Top of Given data

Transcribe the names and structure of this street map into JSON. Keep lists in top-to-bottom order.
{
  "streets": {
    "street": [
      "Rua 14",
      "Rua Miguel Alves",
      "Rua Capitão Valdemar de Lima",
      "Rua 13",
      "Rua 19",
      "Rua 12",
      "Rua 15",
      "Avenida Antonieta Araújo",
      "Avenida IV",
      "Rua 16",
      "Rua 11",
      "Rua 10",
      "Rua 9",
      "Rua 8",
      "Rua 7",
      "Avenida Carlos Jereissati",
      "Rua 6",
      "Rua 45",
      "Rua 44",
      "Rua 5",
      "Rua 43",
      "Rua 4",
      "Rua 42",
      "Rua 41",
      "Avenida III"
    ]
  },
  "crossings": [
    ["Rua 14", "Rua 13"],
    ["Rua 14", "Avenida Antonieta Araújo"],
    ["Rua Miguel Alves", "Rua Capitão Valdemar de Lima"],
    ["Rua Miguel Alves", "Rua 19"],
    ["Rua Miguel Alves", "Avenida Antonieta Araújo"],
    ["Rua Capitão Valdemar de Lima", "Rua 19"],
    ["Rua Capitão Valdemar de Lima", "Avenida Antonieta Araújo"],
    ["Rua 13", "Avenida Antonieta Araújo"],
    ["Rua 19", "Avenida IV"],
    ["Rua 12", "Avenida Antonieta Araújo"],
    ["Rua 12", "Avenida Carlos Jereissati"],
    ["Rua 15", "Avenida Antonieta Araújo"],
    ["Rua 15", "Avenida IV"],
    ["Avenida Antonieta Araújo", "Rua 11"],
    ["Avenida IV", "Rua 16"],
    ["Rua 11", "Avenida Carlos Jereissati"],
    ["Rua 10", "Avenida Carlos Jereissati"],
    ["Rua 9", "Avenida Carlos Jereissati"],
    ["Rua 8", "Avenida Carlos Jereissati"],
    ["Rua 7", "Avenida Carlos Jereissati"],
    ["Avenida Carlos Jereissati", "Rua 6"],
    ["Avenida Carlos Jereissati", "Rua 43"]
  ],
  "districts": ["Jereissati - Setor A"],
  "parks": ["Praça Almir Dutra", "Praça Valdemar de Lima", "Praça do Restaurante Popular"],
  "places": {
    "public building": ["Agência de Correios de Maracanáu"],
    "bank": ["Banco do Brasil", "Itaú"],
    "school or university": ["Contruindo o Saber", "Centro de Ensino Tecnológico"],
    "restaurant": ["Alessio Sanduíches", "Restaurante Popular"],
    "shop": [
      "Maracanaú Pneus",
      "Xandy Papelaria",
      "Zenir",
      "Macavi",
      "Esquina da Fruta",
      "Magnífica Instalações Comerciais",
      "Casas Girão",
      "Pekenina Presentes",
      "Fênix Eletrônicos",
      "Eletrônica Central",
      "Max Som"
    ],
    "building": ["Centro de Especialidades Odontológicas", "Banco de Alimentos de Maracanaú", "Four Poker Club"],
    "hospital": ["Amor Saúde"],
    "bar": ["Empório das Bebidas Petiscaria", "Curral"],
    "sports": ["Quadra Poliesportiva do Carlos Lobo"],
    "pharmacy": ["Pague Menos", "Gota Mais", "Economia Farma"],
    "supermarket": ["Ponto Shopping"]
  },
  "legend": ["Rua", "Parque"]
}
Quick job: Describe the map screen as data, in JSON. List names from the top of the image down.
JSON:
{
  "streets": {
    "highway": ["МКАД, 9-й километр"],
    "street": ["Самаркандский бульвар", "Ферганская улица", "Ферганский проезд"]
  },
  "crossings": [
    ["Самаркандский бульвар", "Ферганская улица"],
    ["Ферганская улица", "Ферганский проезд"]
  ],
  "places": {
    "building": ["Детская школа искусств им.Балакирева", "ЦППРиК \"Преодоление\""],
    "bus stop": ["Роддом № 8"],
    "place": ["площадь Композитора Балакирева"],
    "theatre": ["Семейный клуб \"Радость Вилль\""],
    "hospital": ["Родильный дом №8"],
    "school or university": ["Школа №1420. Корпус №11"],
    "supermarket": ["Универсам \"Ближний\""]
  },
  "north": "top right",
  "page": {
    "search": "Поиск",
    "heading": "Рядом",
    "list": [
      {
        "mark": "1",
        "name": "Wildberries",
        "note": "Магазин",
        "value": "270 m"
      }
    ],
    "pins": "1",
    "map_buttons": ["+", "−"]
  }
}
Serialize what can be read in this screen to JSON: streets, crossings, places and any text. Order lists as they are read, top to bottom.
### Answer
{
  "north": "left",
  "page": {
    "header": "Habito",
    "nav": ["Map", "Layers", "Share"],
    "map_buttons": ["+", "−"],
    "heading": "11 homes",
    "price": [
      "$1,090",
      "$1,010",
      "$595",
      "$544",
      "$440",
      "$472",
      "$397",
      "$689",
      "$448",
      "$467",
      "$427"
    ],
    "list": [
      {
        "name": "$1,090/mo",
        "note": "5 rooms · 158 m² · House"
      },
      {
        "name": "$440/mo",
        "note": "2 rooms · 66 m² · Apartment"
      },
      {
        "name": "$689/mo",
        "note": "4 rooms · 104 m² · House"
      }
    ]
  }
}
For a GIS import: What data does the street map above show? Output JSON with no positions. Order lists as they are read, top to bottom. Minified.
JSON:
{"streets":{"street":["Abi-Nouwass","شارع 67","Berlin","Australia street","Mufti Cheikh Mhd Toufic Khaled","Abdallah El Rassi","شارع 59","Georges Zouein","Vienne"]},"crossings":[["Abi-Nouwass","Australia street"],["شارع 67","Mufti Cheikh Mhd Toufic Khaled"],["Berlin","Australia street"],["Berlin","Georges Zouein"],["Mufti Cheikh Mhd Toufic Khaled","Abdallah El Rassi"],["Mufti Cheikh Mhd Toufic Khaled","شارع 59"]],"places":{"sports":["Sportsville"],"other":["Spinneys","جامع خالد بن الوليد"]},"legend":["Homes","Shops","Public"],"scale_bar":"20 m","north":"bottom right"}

Bottom of Given data

■ **Exercise requirements**:
Print every record above exactly as written.

■ **Final answer**:
Transcribe the names and structure of this street map into JSON. Keep lists in top-to-bottom order.
{
  "streets": {
    "street": [
      "Rua 14",
      "Rua Miguel Alves",
      "Rua Capitão Valdemar de Lima",
      "Rua 13",
      "Rua 19",
      "Rua 12",
      "Rua 15",
      "Avenida Antonieta Araújo",
      "Avenida IV",
      "Rua 16",
      "Rua 11",
      "Rua 10",
      "Rua 9",
      "Rua 8",
      "Rua 7",
      "Avenida Carlos Jereissati",
      "Rua 6",
      "Rua 45",
      "Rua 44",
      "Rua 5",
      "Rua 43",
      "Rua 4",
      "Rua 42",
      "Rua 41",
      "Avenida III"
    ]
  },
  "crossings": [
    ["Rua 14", "Rua 13"],
    ["Rua 14", "Avenida Antonieta Araújo"],
    ["Rua Miguel Alves", "Rua Capitão Valdemar de Lima"],
    ["Rua Miguel Alves", "Rua 19"],
    ["Rua Miguel Alves", "Avenida Antonieta Araújo"],
    ["Rua Capitão Valdemar de Lima", "Rua 19"],
    ["Rua Capitão Valdemar de Lima", "Avenida Antonieta Araújo"],
    ["Rua 13", "Avenida Antonieta Araújo"],
    ["Rua 19", "Avenida IV"],
    ["Rua 12", "Avenida Antonieta Araújo"],
    ["Rua 12", "Avenida Carlos Jereissati"],
    ["Rua 15", "Avenida Antonieta Araújo"],
    ["Rua 15", "Avenida IV"],
    ["Avenida Antonieta Araújo", "Rua 11"],
    ["Avenida IV", "Rua 16"],
    ["Rua 11", "Avenida Carlos Jereissati"],
    ["Rua 10", "Avenida Carlos Jereissati"],
    ["Rua 9", "Avenida Carlos Jereissati"],
    ["Rua 8", "Avenida Carlos Jereissati"],
    ["Rua 7", "Avenida Carlos Jereissati"],
    ["Avenida Carlos Jereissati", "Rua 6"],
    ["Avenida Carlos Jereissati", "Rua 43"]
  ],
  "districts": ["Jereissati - Setor A"],
  "parks": ["Praça Almir Dutra", "Praça Valdemar de Lima", "Praça do Restaurante Popular"],
  "places": {
    "public building": ["Agência de Correios de Maracanáu"],
    "bank": ["Banco do Brasil", "Itaú"],
    "school or university": ["Contruindo o Saber", "Centro de Ensino Tecnológico"],
    "restaurant": ["Alessio Sanduíches", "Restaurante Popular"],
    "shop": [
      "Maracanaú Pneus",
      "Xandy Papelaria",
      "Zenir",
      "Macavi",
      "Esquina da Fruta",
      "Magnífica Instalações Comerciais",
      "Casas Girão",
      "Pekenina Presentes",
      "Fênix Eletrônicos",
      "Eletrônica Central",
      "Max Som"
    ],
    "building": ["Centro de Especialidades Odontológicas", "Banco de Alimentos de Maracanaú", "Four Poker Club"],
    "hospital": ["Amor Saúde"],
    "bar": ["Empório das Bebidas Petiscaria", "Curral"],
    "sports": ["Quadra Poliesportiva do Carlos Lobo"],
    "pharmacy": ["Pague Menos", "Gota Mais", "Economia Farma"],
    "supermarket": ["Ponto Shopping"]
  },
  "legend": ["Rua", "Parque"]
}
Quick job: Describe the map screen as data, in JSON. List names from the top of the image down.
JSON:
{
  "streets": {
    "highway": ["МКАД, 9-й километр"],
    "street": ["Самаркандский бульвар", "Ферганская улица", "Ферганский проезд"]
  },
  "crossings": [
    ["Самаркандский бульвар", "Ферганская улица"],
    ["Ферганская улица", "Ферганский проезд"]
  ],
  "places": {
    "building": ["Детская школа искусств им.Балакирева", "ЦППРиК \"Преодоление\""],
    "bus stop": ["Роддом № 8"],
    "place": ["площадь Композитора Балакирева"],
    "theatre": ["Семейный клуб \"Радость Вилль\""],
    "hospital": ["Родильный дом №8"],
    "school or university": ["Школа №1420. Корпус №11"],
    "supermarket": ["Универсам \"Ближний\""]
  },
  "north": "top right",
  "page": {
    "search": "Поиск",
    "heading": "Рядом",
    "list": [
      {
        "mark": "1",
        "name": "Wildberries",
        "note": "Магазин",
        "value": "270 m"
      }
    ],
    "pins": "1",
    "map_buttons": ["+", "−"]
  }
}
Serialize what can be read in this screen to JSON: streets, crossings, places and any text. Order lists as they are read, top to bottom.
### Answer
{
  "north": "left",
  "page": {
    "header": "Habito",
    "nav": ["Map", "Layers", "Share"],
    "map_buttons": ["+", "−"],
    "heading": "11 homes",
    "price": [
      "$1,090",
      "$1,010",
      "$595",
      "$544",
      "$440",
      "$472",
      "$397",
      "$689",
      "$448",
      "$467",
      "$427"
    ],
    "list": [
      {
        "name": "$1,090/mo",
        "note": "5 rooms · 158 m² · House"
      },
      {
        "name": "$440/mo",
        "note": "2 rooms · 66 m² · Apartment"
      },
      {
        "name": "$689/mo",
        "note": "4 rooms · 104 m² · House"
      }
    ]
  }
}
For a GIS import: What data does the street map above show? Output JSON with no positions. Order lists as they are read, top to bottom. Minified.
JSON:
{"streets":{"street":["Abi-Nouwass","شارع 67","Berlin","Australia street","Mufti Cheikh Mhd Toufic Khaled","Abdallah El Rassi","شارع 59","Georges Zouein","Vienne"]},"crossings":[["Abi-Nouwass","Australia street"],["شارع 67","Mufti Cheikh Mhd Toufic Khaled"],["Berlin","Australia street"],["Berlin","Georges Zouein"],["Mufti Cheikh Mhd Toufic Khaled","Abdallah El Rassi"],["Mufti Cheikh Mhd Toufic Khaled","شارع 59"]],"places":{"sports":["Sportsville"],"other":["Spinneys","جامع خالد بن الوليد"]},"legend":["Homes","Shops","Public"],"scale_bar":"20 m","north":"bottom right"}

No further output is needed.